====== Data records ======

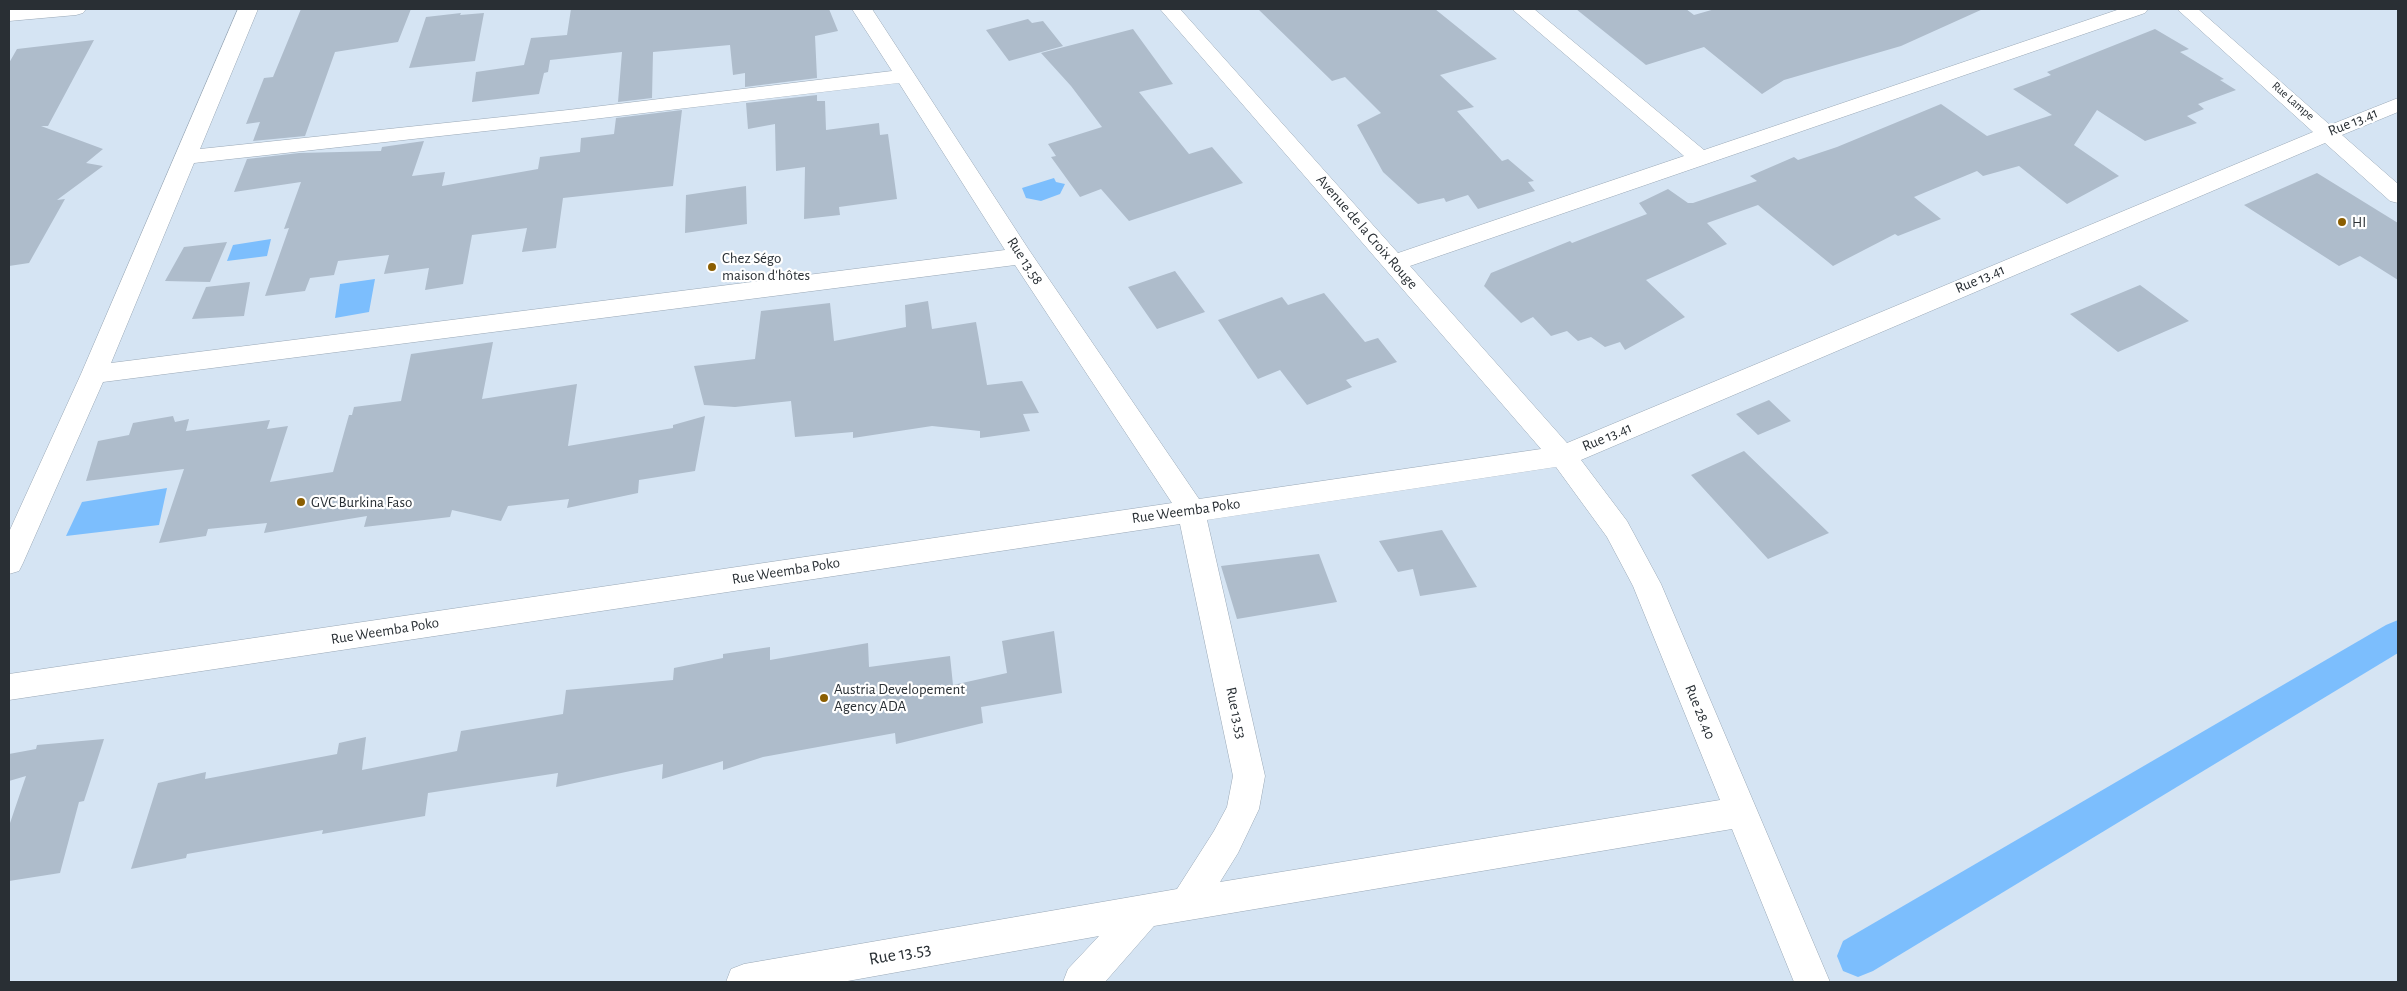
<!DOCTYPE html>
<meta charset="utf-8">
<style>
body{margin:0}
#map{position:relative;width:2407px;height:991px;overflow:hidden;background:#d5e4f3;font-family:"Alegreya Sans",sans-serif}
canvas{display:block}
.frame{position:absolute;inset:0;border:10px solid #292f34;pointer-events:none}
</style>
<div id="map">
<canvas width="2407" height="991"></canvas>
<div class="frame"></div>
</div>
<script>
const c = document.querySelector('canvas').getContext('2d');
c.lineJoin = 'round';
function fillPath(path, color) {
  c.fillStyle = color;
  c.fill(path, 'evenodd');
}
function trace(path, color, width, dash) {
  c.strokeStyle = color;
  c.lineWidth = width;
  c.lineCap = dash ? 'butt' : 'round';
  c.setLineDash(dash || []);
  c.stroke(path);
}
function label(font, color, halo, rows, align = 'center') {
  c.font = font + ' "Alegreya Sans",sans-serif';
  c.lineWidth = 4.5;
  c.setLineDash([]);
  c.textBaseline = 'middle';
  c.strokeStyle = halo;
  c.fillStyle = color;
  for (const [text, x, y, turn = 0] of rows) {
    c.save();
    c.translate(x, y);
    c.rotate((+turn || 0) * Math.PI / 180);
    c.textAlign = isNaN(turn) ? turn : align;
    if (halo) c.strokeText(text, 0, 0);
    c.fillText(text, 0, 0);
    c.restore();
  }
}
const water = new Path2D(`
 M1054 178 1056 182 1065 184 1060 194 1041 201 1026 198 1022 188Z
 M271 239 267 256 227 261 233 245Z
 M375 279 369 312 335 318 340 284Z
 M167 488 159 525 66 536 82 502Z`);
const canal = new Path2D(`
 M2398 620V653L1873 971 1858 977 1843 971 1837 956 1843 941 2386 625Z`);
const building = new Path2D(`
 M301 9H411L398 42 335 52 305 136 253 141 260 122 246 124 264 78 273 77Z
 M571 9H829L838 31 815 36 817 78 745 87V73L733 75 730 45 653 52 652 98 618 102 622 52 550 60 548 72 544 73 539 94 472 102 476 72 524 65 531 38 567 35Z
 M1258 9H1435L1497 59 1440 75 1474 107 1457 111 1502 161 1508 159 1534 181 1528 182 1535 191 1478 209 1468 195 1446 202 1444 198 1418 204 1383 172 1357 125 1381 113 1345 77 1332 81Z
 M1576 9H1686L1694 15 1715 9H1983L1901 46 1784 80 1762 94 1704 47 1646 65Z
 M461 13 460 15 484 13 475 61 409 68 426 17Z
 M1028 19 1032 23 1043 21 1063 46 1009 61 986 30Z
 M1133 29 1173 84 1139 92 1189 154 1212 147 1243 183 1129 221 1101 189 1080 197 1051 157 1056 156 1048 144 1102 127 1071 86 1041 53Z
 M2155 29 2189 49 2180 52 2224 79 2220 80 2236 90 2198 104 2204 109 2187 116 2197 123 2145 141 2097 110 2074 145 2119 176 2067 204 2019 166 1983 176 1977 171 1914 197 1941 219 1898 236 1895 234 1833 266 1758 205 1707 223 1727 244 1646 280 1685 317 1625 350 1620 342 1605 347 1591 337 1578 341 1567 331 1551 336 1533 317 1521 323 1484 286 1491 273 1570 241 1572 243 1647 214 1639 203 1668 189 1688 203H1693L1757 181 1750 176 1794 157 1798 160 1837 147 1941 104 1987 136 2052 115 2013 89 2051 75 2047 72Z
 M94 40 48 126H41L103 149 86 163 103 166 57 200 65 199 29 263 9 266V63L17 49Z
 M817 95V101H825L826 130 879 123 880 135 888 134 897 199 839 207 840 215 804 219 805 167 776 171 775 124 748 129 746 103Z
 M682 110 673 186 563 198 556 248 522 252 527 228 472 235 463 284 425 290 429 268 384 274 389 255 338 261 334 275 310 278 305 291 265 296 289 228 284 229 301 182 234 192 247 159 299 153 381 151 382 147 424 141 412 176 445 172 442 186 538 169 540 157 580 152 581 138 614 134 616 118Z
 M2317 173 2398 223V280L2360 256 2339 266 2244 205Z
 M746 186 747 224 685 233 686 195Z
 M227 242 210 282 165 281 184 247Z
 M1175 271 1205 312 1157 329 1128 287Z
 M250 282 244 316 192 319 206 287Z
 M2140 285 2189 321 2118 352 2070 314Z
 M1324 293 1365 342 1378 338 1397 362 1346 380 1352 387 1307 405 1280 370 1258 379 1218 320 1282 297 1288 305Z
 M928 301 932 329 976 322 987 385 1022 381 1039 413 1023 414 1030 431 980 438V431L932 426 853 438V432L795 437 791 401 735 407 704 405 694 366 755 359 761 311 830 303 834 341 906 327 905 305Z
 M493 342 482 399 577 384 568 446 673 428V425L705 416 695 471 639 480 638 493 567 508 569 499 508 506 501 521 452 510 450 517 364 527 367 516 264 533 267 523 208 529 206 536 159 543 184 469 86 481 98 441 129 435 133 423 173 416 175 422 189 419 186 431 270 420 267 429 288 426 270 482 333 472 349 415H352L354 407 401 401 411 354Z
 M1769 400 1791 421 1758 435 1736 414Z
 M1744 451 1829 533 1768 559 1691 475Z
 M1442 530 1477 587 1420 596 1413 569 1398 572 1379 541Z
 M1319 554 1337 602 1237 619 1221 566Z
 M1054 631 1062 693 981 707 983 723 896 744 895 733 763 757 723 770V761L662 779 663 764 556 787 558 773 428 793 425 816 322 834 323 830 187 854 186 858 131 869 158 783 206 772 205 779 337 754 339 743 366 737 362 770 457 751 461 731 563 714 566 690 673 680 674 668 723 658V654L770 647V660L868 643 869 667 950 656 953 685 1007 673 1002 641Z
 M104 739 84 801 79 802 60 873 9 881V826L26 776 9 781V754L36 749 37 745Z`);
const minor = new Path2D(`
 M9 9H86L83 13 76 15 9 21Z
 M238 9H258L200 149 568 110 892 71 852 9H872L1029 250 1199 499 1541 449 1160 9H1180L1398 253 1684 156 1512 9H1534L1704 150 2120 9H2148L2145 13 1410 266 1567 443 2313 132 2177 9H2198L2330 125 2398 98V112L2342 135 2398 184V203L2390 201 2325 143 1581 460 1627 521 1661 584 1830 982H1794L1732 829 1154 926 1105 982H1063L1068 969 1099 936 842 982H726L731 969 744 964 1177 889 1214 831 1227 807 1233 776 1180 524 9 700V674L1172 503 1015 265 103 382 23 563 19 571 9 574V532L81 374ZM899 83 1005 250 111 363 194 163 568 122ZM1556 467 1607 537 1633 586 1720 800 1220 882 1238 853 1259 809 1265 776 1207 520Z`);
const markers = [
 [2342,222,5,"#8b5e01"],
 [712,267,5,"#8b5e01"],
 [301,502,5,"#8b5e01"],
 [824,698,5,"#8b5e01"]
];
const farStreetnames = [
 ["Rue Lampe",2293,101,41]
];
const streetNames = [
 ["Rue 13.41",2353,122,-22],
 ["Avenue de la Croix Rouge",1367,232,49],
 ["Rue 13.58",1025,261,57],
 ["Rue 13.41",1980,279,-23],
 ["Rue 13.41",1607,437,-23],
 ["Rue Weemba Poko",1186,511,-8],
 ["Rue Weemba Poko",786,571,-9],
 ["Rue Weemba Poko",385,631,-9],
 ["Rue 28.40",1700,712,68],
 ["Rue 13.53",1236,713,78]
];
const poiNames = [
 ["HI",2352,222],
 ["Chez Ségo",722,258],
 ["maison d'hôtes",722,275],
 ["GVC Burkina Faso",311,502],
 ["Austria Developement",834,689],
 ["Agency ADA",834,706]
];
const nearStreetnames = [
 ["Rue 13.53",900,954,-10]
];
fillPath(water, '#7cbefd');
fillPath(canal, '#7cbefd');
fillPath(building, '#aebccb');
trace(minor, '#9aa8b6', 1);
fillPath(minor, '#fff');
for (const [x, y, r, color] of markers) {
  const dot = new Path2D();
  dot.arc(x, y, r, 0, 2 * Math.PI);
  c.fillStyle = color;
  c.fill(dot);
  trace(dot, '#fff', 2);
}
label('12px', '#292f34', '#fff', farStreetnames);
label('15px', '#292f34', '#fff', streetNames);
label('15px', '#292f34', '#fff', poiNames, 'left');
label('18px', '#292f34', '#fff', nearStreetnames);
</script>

======

Aim of the task
Within the data above, tally every line that has "color" in it. Answer with the number only.

Your solution
8